Sunday, December 15, 2013
Top 100 Best Songs of 2013: PART IV (#21--40)
The penultimate set of songs...
21. EVOL (Marina & The Diamonds): sees Marina wielding darkly cynical lines — “It only takes two lonely people to fuck love up and make it evil” she sings on the chorus — with a lyrical conceit that’s clever, if a little too on-the-nose.
22. He’s Seeing Paths (Parquet Courts): runs to over seven minutes long and is told from the perspective of Savage as he wanders the streets of New York, through Chinatown and over the bridge, his “eyes going side to side, scanning for haters” over a minimal looped beat.
23. I’ve Seen You Crying (Divino Nino): when the band tears into the second couplet, the doo-wop of the 1950s comes alive in a very modern, stylistic way. Not many bands have perfected this juxtaposition but Divino Nino has.
24. Nosetalgia (Pusha T feat. Kendrick Lamar): the two unravel sprawling verses over a beat lean enough that the guitars that slice through echo out into some seemingly pitch-black night around the rappers. Mix in a sample from Boogie Down Productions, which sounds like KRS-One putting his blessing on the track, and you’ve got one of the purest lyrical gems of 2013.
25. Kids Get Away (Jamaican Queens): Jamaican Queens make exactly the kind of music that incorporates thick harmonies, grooving drums, Passion Pit-esque electronic guitar sounds, and somehow a fundamental Americana-sounding songwriting, like a bluegrass band just decided to branch out into making electronic noise-rock.
26. Gravez (Hooded Fang): the opening line is about being covered in ash from burning graves-- paired with an assault of fuzzed out guitars, belligerent drums, and a buzzsaw bassline. Things just get louder from there…thank God.
27. Mirrors (Justin Timberlake): with its mix of a beat-boxed rhythm and tight string arrangements, it’s completely geared for an arena-sized, love-conquers-all message: opening with a swelling organ and electric guitar and featuring multi-tracked vocals that sound like a crowd or choir singing behind him.
28. Sacrilege (Yeah Yeah Yeah): Wailing about an angelic-seeming yet forbidden love, Karen O's voice has a tender quality, and Nick Zinner's guitar stomps and pirouettes around her with prickly aplomb.
29. Kalopsia (Queens Of the Stone Age): the moon-age-day-dreamy verses of the song are deviously upended by a Ziggy Stardust-covered crunch and lightness of foot.
30. You Feel So Lonely, You Could Die (David Bowie): a stunning return to his forlorn, animated self.

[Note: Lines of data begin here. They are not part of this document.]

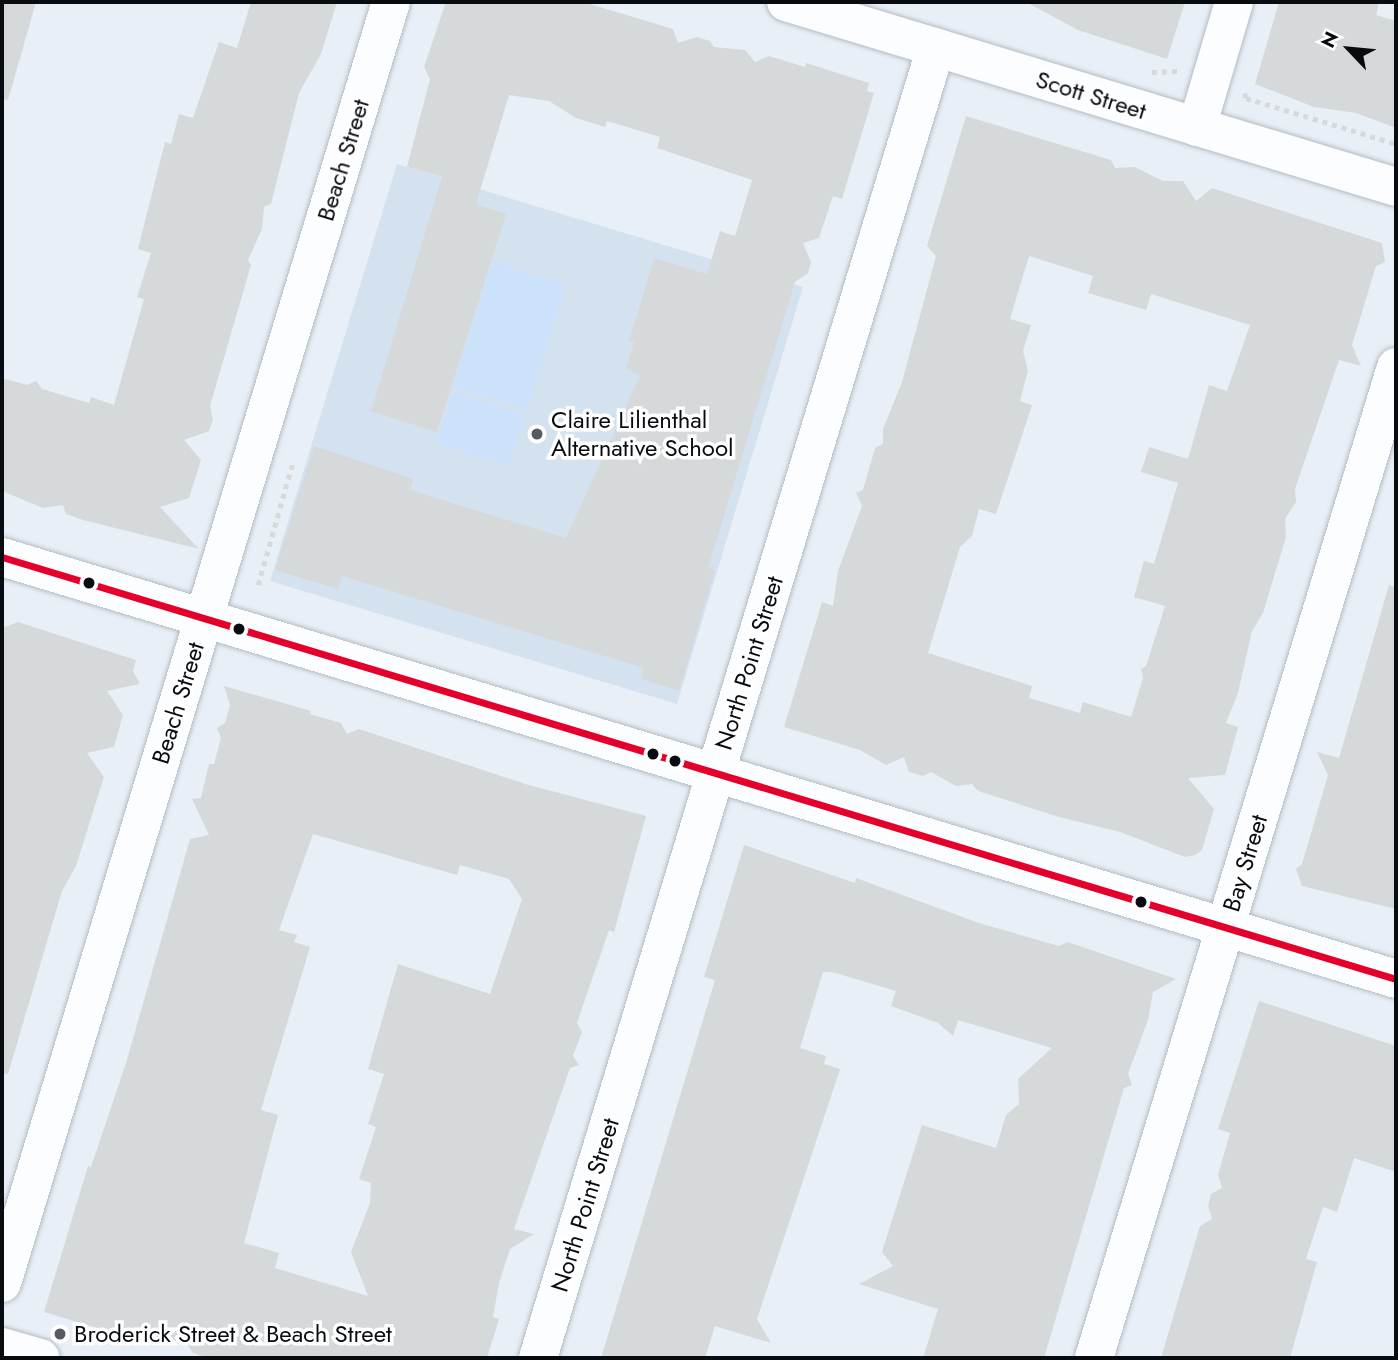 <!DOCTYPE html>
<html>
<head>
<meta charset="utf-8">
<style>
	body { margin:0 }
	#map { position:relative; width:1398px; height:1360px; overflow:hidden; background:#e8eff7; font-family:Jost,sans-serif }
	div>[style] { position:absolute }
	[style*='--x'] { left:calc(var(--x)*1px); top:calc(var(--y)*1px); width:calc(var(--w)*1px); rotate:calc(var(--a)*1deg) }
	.built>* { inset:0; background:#d4e1ef }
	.green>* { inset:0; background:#cce2fb }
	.building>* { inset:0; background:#d6d9da }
	.path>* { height:4.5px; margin-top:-2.25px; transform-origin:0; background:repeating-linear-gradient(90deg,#d7d9db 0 5px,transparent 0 10px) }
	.roads { filter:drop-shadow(0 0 2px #b5bbc1) drop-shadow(0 0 2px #b5bbc1) }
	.street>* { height:38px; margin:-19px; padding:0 19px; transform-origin:19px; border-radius:19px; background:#fcfdfe }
	.secondary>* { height:38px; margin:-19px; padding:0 19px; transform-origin:19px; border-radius:19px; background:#fcfdfe }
	.bus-1>* { height:7px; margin:-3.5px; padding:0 3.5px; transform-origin:3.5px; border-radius:3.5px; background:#e4002b }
	.dots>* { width:19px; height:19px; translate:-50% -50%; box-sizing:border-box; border:4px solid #fff; border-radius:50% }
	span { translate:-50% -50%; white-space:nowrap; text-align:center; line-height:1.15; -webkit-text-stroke:7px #fff; paint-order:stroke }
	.street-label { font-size:24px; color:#080c11 }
	.poi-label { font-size:24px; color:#080c11 }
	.left { translate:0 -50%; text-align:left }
	.frame { position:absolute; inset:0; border:4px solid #080c11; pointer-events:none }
	.north { position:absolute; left:1314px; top:14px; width:70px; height:70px; -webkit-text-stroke:5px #fff; paint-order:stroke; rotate:296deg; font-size:19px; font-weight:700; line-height:28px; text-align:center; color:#080c11 }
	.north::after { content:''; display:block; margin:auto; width:24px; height:32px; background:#080c11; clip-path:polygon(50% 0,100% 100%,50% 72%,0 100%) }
</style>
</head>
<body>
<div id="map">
	<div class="built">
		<i style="clip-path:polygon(397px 164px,803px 287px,677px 704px,270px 581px)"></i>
	</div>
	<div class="green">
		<i style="clip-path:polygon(492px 262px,566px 285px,527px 410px,453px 387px)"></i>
		<i style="clip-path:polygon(453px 392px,525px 415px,509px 466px,437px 443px)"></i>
	</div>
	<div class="building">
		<i style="clip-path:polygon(2px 2px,36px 2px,8px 100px,2px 99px)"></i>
		<i style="clip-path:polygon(251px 2px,337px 2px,321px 54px,299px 93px,271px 204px,264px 207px,262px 229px,248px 260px,251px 265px,210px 406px,213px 419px,209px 431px,184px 440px,201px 460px,189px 498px,160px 507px,199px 549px,83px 520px,66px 514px,63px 505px,43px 508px,2px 491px,2px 378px,27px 385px,36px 381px,42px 389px,89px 403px,91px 397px,114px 405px,144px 299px,137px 297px,151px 253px,138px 249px,165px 142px,171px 144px,179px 114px,193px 118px,219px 42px,237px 48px)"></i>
		<i style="clip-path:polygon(446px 2px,583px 2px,673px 29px,678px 43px,697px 37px,710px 41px,714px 47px,745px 50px,755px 62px,769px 56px,805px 67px,806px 63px,869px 83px,867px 91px,874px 93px,842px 199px,833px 196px,819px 238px,803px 243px,811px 262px,808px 273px,795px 282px,708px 568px,715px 570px,679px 691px,641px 679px,644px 668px,342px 576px,338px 589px,275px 570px,314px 446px,413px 479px,410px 490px,566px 538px,640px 376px,626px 368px,634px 342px,629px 341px,654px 258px,707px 274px,720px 231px,735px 236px,752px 180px,657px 148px,660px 137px,607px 121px,605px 127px,576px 118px,549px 101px,509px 95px,476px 204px,506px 214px,437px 432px,371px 411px,442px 177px,407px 167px,430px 79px,424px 67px)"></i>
		<i style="clip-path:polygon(1026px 2px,1185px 2px,1167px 59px,1078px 30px)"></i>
		<i style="clip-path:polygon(1279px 2px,1379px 2px,1376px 15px,1396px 21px,1396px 128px,1356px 113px,1314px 107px,1255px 84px)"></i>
		<i style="clip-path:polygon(evenodd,966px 116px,1111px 160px,1115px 168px,1135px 167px,1163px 181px,1183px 181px,1196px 201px,1212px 188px,1382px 243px,1385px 262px,1376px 266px,1352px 345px,1361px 366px,1339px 360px,1295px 489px,1296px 502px,1285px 519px,1286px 537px,1263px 613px,1252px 631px,1238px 693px,1226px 723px,1238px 727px,1225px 775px,1188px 778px,1214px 809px,1202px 850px,1195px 855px,1185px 857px,1120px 832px,1059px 817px,978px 791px,972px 784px,956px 786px,931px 772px,923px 776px,909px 772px,904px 757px,886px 765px,860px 750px,784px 727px,822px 602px,833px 606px,838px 571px,862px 506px,856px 493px,863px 490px,875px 448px,883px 444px,883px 429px,902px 382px,936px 256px,927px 246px,966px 116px,1029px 256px,1093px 276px,1088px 293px,1146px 310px,1151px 294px,1250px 325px,1227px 391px,1209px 385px,1188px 459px,1149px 447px,1141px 472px,1178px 483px,1154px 564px,1144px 561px,1134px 597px,1165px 606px,1146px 666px,1141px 669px,1143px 678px,1131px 717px,1083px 702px,1080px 713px,1029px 698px,1032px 686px,928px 653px,960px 547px,972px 536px,979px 509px,996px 514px,1032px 405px,1020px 401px,1028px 371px,1023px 351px,1031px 325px,1010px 319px,1029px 256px)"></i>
		<i style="clip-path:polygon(1389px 585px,1396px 587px,1396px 909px,1302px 886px,1296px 869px,1302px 864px,1328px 775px,1317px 752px,1339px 758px)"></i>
		<i style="clip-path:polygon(18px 622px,136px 660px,133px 671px,140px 684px,107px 691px,123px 715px,114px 747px,87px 753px,104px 777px,76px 866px,62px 891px,8px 1074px,2px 1073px,2px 628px)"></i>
		<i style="clip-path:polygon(evenodd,224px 686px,311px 711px,310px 714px,341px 723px,347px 734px,359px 729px,525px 784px,646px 816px,614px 932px,609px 930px,577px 1023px,582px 1032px,573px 1056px,579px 1065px,570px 1068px,514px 1229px,534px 1234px,510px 1249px,499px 1283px,493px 1317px,499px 1319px,487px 1358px,209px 1358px,193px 1353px,183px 1338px,168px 1344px,145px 1336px,143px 1342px,44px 1312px,88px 1166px,91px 1167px,126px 1063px,190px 839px,209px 835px,192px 799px,201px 798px,209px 764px,214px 764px,221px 738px,217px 728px,225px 723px,230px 705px,224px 686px,313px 834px,457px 875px,460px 865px,509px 879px,522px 899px,490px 994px,398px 964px,368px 1069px,384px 1074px,368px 1124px,376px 1127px,359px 1179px,371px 1183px,370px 1203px,351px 1252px,368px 1296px,275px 1268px,279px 1253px,244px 1243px,278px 1115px,261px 1110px,310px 947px,294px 942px,297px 935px,279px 930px,313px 834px)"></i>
		<i style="clip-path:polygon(744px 845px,855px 883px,856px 878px,979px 923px,1059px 946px,1068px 942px,1176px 979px,1153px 992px,1148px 1020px,1128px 1074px,1132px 1085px,1124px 1088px,1044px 1358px,923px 1358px,938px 1309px,859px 1284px,893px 1266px,882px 1252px,922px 1125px,996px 1148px,1006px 1115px,1019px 1104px,1018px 1079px,1052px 1048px,958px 1020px,953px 1036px,938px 1023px,891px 1006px,896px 991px,832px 972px,823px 972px,800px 1048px,826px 1056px,824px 1064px,840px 1069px,757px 1319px,771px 1343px,715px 1326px,705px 1358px,601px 1358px,715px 980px,704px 977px)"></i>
		<i style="clip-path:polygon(1259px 1001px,1396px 1046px,1396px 1172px,1354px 1158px,1337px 1212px,1323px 1207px,1306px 1259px,1317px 1262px,1290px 1358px,1161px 1358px,1200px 1226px,1212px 1219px,1208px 1206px,1211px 1194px,1222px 1188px,1218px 1175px,1230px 1133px,1218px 1129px)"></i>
	</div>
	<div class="path">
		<i style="--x:1152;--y:72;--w:26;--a:-2"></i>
		<i style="--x:1245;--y:93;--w:5;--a:79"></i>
		<i style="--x:1246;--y:98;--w:157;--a:17"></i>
		<i style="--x:258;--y:585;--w:129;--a:-74.2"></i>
	</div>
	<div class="roads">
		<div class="street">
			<i style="--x:786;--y:2;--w:637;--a:16.87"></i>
			<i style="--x:1197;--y:127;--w:130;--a:-73.5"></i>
			<i style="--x:2;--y:1283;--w:1339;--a:-73.11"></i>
			<i style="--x:2;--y:1347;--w:40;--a:16"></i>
			<i style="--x:538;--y:1358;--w:1370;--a:-73.11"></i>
			<i style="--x:1094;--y:1358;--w:1036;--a:-73.05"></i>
		</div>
		<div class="secondary">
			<i style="--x:2;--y:557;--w:1456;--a:16.84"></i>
		</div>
	</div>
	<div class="bus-1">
		<i style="--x:2;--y:557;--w:1456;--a:16.84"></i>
	</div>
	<div class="dots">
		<i style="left:537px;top:434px;background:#565b62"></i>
		<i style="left:89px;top:583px;background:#080c11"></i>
		<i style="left:239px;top:629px;background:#080c11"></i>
		<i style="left:653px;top:754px;background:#080c11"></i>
		<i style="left:675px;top:761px;background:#080c11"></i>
		<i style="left:1141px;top:902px;background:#080c11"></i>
		<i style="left:60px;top:1334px;background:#565b62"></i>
	</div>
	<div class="street-label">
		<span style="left:1091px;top:95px;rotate:17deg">Scott Street</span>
		<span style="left:343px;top:160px;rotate:-73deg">Beach Street</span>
		<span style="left:749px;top:663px;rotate:-73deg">North Point Street</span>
		<span style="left:178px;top:703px;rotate:-73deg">Beach Street</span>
		<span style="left:1245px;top:863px;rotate:-73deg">Bay Street</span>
		<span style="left:585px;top:1205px;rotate:-73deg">North Point Street</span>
	</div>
	<div class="poi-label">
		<span class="left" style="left:551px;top:434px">Claire Lilienthal<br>Alternative School</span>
		<span class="left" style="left:74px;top:1334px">Broderick Street &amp; Beach Street</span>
	</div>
	<div class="frame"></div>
	<div class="north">N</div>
</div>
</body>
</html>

No one has ever done ballads as expertly as Bowie and this recent gem is no different.
31. Destruction Makes the World Burn Brighter (Chelsea Wolfe): consists of some of her most upbeat moments recorded, Wolfe pulls of some pretty mean melancholy in steady acoustic…as if she was no longer the reigning goth chick around.
32. Mind Mischief (Tame Impala): Kevin Parker knows his band is currently hitting that electronic sweet spot most bands can only dream of. He sees his songs as blank canvases rather than boxed-in verse/chorus structures while emphasizing fluidity, constant motion, and textural evolution.
33. Worldmade (Tanya Morgan): reaches for a surprising classical blend of warm, cascading strings and bombastic, radiant horns after laying a smooth track with this understated rap masterpiece.
34. Gun-Shy (Grizzly Bear): The band’s tightly-coiled harmonies find another winner, this time wrapping a huge vocal combo around some surfer pop sentimentalism.
35. Smang Life (The Doppelgangaz): a throwback to two decades earlier but the duo time their action to dreamy perfection, causing heads to nod in deep appreciation.
36. Play by Play (Autre Ne Veut): though R&B has rallied through some soulful efforts of late, nothing has prepared us for this white hipster fueling the genre with 1980s bad hair vibe. It shouldn’t work but thank God he didn’t play by the rules.
37. On Blue Mountain (Foxygen): a result of many spins of 70s Bowie and The Velvet Underground, Foxygen’s masterpiece stretches its groovy intent into every available sound bite, teaching Pop Levi the lesson he stopped noting two years ago.
38. Cat & Mouse (Radkey): driven by the sheer force of drummer Soloman Radke, Can & Mouse takes cues from modern bands like Queens Of The Stoned Age to produce a punk classic that raises far for questions than answers.
39. Diane Young (Vampire Weekend): apes Elvis Prestley’s youthfulness without blushes, adding a modern twist to Cobain’s angst over teen restlessness. This is a surprising risk that pays off for the band as its brilliant swagger has eluded Koenig thus far in his career.
40. Master Hunter (Laura Marling): Marling turns hurt into a very convincing show of feminism and self-empowerment. Like Fiona Apple before her, she has mastered the art of sounding simultaneously calm and royally pissed off.